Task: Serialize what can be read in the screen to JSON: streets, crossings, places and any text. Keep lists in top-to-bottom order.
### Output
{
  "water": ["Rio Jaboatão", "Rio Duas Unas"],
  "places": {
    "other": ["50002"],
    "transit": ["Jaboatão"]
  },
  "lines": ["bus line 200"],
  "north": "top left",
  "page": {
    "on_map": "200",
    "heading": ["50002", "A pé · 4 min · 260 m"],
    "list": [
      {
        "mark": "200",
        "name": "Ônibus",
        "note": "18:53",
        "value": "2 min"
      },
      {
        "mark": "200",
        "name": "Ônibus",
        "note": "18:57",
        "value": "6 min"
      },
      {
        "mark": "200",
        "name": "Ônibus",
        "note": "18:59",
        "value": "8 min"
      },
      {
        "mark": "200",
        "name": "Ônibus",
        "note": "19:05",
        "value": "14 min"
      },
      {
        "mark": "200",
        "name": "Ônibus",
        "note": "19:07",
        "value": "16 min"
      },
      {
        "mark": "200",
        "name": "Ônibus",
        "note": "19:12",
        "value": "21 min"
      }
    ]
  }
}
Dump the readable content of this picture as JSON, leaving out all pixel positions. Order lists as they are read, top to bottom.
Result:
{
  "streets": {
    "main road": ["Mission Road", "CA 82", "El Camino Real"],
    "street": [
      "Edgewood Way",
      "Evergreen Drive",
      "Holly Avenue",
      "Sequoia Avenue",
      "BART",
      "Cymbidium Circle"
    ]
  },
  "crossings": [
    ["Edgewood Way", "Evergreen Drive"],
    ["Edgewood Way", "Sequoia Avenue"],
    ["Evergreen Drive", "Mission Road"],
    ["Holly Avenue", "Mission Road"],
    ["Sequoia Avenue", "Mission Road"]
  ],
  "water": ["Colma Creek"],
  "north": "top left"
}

•••

» **What to work on**
Of all the lines in the data above, show only those that hold the word "lists".

» **Result below**
Task: Serialize what can be read in the screen to JSON: streets, crossings, places and any text. Keep lists in top-to-bottom order.
Dump the readable content of this picture as JSON, leaving out all pixel positions. Order lists as they are read, top to bottom.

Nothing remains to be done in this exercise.